It’s an intense but effective initiative promising to propel participants from having no experience in the trades to being job ready—all in under two weeks. 

That’s the goal of a new study being funded by the federal government on the Birdtail Sioux Dakota Nation to the tune of $352,500, part of a larger announcement on March 6 that saw Indigenous Natural Resource Partnerships devote a total of $10.4 million to seven mining projects.

“Government, over the last two decades, has done a pretty darn good job of training up Indigenous people and getting them ready for the workforce and the work environment,” said Greg Farney, co-founder of Straight Talk Advisory and Training. “The one thing that we’ve all failed at is we haven’t got the workforce ready for the Indigenous people.”

STAAT is partnering with BSDN to implement the Indigenous STARS (Strategic Training and Recruitment Solutions) program, which has a target goal of reaching out to 80 Indigenous communities across the three prairie provinces. 

Farney is no stranger to BSDN and has partnered with them previously on other projects.

“We’ve been working with Birdtail for close to 15 years, probably. So we understand each other, and they agreed to be the sponsor. So we submitted (the proposal to government), it took about six months and then got the funding,” he said.

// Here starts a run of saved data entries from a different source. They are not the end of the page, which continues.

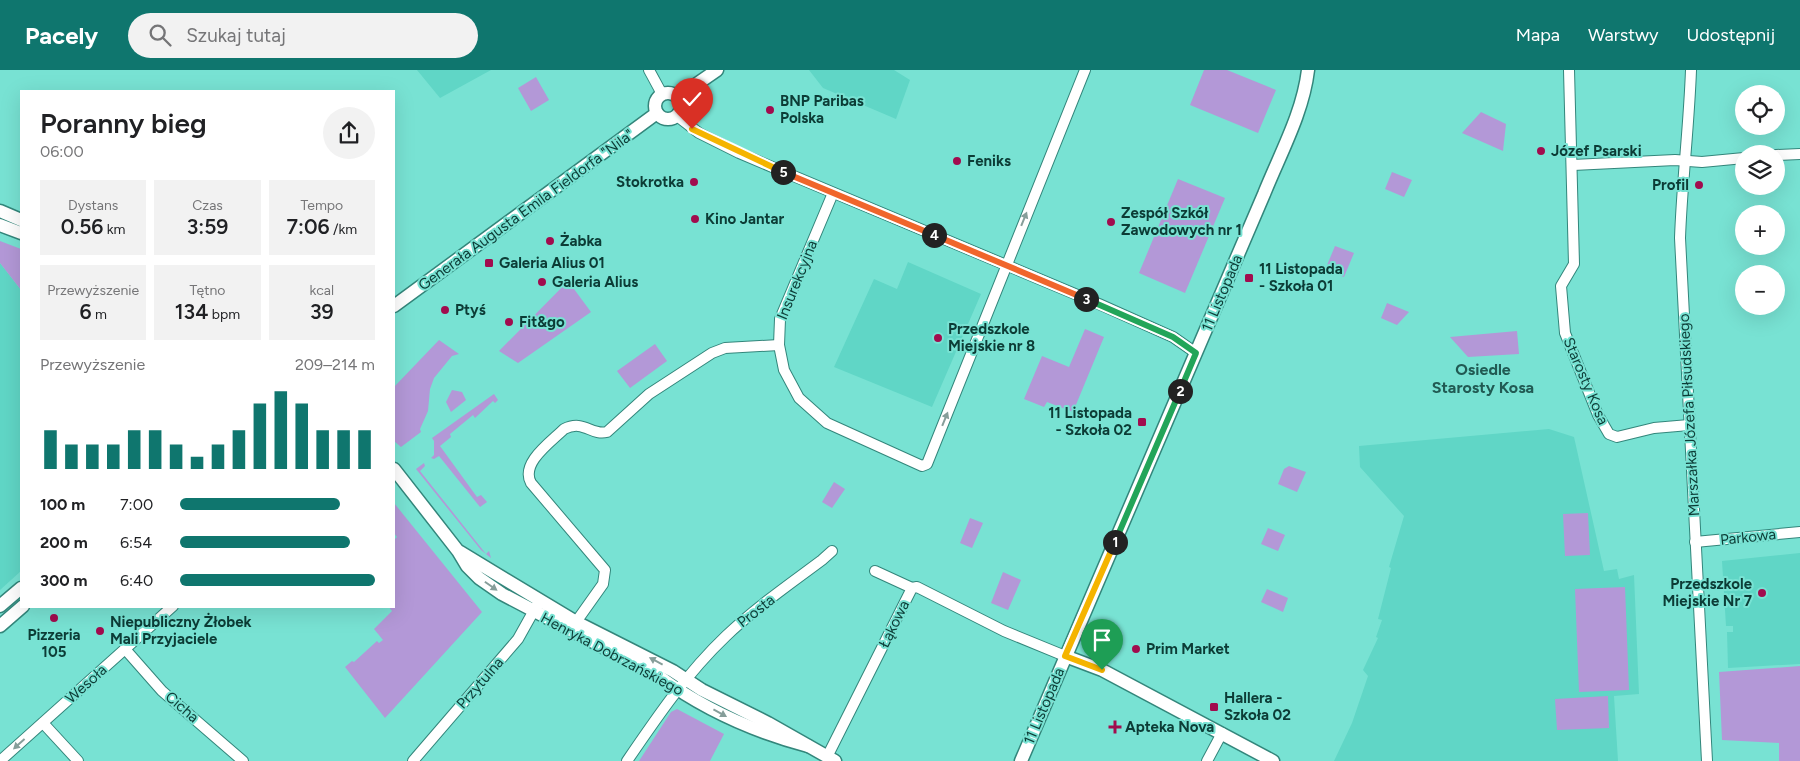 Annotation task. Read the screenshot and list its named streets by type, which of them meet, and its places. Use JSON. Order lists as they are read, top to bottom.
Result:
{
  "streets": {
    "street": [
      "Generała Augusta Emila Fieldorfa \"Nila\"",
      "Insurekcyjna",
      "11 Listopada",
      "Starosty Kosa",
      "Marszałka Józefa Piłsudskiego",
      "Parkowa",
      "Prosta",
      "Łąkowa",
      "Henryka Dobrzańskiego",
      "Przytulna",
      "Wesoła",
      "Cicha"
    ]
  },
  "crossings": [
    ["11 Listopada", "Łąkowa"],
    ["Starosty Kosa", "Marszałka Józefa Piłsudskiego"],
    ["Marszałka Józefa Piłsudskiego", "Parkowa"],
    ["Prosta", "Henryka Dobrzańskiego"],
    ["Łąkowa", "Henryka Dobrzańskiego"],
    ["Henryka Dobrzańskiego", "Przytulna"],
    ["Wesoła", "Cicha"]
  ],
  "districts": ["Osiedle Starosty Kosa"],
  "places": {
    "other": [
      "BNP Paribas Polska",
      "Józef Psarski",
      "Feniks",
      "Stokrotka",
      "Profil",
      "Kino Jantar",
      "Zespół Szkół Zawodowych nr 1",
      "Żabka",
      "Galeria Alius",
      "Ptyś",
      "Fit&go",
      "Przedszkole Miejskie nr 8",
      "Przedszkole Miejskie Nr 7",
      "Pizzeria 105",
      "Niepubliczny Żłobek Mali Przyjaciele",
      "Prim Market"
    ],
    "transit": [
      "Galeria Alius 01",
      "11 Listopada - Szkoła 01",
      "11 Listopada - Szkoła 02",
      "Hallera - Szkoła 02"
    ],
    "health": ["Apteka Nova"]
  },
  "page": {
    "header": "Pacely",
    "search": "Szukaj tutaj",
    "nav": ["Mapa", "Warstwy", "Udostępnij"],
    "map_buttons": ["+", "−"],
    "heading": ["Poranny bieg", "06:00"],
    "pins": [
      "5",
      "4",
      "3",
      "2",
      "1"
    ],
    "stats": [
      ["Dystans", "0.56 km"],
      ["Czas", "3:59"],
      ["Tempo", "7:06 /km"],
      ["Przewyższenie", "6 m"],
      ["Tętno", "134 bpm"],
      ["kcal", "39"]
    ],
    "chart": ["Przewyższenie", "209–214 m"],
    "list": [
      {
        "name": "100 m",
        "note": "7:00"
      },
      {
        "name": "200 m",
        "note": "6:54"
      },
      {
        "name": "300 m",
        "note": "6:40"
      }
    ]
  }
} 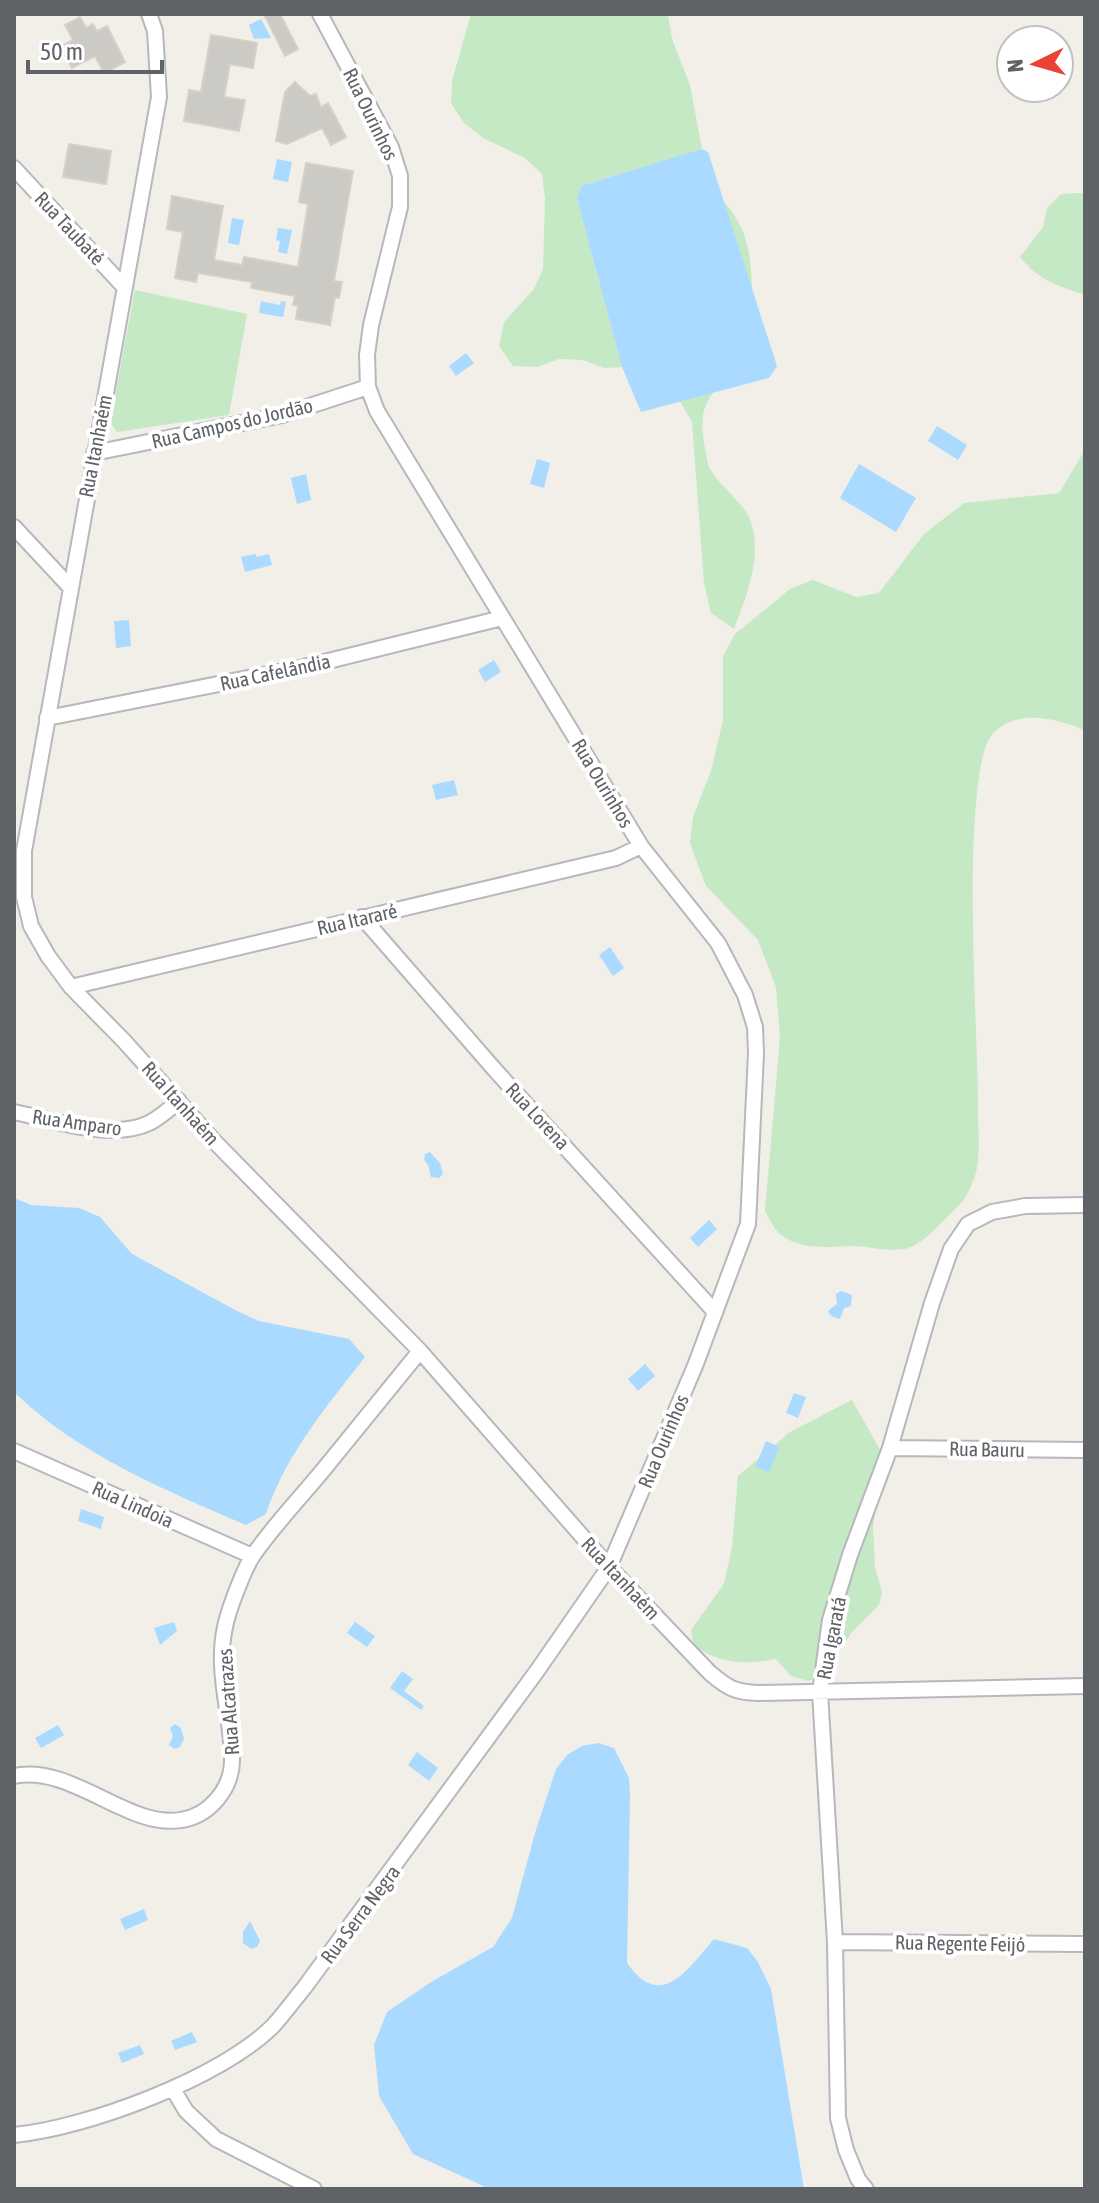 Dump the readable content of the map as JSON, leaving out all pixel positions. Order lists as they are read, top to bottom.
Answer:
{
  "streets": {
    "street": [
      "Rua Ourinhos",
      "Rua Taubaté",
      "Rua Campos do Jordão",
      "Rua Itanhaém",
      "Rua Cafelândia",
      "Rua Itararé",
      "Rua Lorena",
      "Rua Amparo",
      "Rua Bauru",
      "Rua Lindoia",
      "Rua Igaratá",
      "Rua Alcatrazes",
      "Rua Serra Negra",
      "Rua Regente Feijó"
    ]
  },
  "crossings": [
    ["Rua Ourinhos", "Rua Campos do Jordão"],
    ["Rua Ourinhos", "Rua Itanhaém"],
    ["Rua Ourinhos", "Rua Cafelândia"],
    ["Rua Ourinhos", "Rua Itararé"],
    ["Rua Ourinhos", "Rua Lorena"],
    ["Rua Ourinhos", "Rua Serra Negra"],
    ["Rua Taubaté", "Rua Itanhaém"],
    ["Rua Campos do Jordão", "Rua Itanhaém"],
    ["Rua Itanhaém", "Rua Cafelândia"],
    ["Rua Itanhaém", "Rua Itararé"],
    ["Rua Itanhaém", "Rua Amparo"],
    ["Rua Itanhaém", "Rua Igaratá"],
    ["Rua Itanhaém", "Rua Alcatrazes"],
    ["Rua Itanhaém", "Rua Serra Negra"],
    ["Rua Itararé", "Rua Lorena"],
    ["Rua Bauru", "Rua Igaratá"],
    ["Rua Lindoia", "Rua Alcatrazes"],
    ["Rua Igaratá", "Rua Regente Feijó"]
  ],
  "scale_bar": "50 m",
  "north": "left"
}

“Birdtail was a natural fit because of their location in Manitoba,” Farney explained. “They’re right on two mainline corridors being the TranCanada as well as Enbridge’s right-of-way. They’re right on the corridors of the north-south transmission lines that are projects taking place in Manitoba. It’s a very small community, but they’ve been very proactive, getting engaged both from an employment as well as business perspective in the project.”

Recognizing the need for more people working in the trades is not a new concept, and with a large number of current workers close to retirement, the number of job openings will only continue to grow. Some numbers Farney has come across estimates a need for upwards of 56,000 new trades people over the coming decade.

“One of the big elements is identifying how many people are out there that want to be involved in the trades,” Farney said. “How many people have meaningful employment opportunities at the end of it, which the stats show there should be more than enough.”

With the need for meaningful employment established, more than enough room to accommodate an influx of new and motivated workers, plus funding for a program to train them, it was time to link all the pieces together with action.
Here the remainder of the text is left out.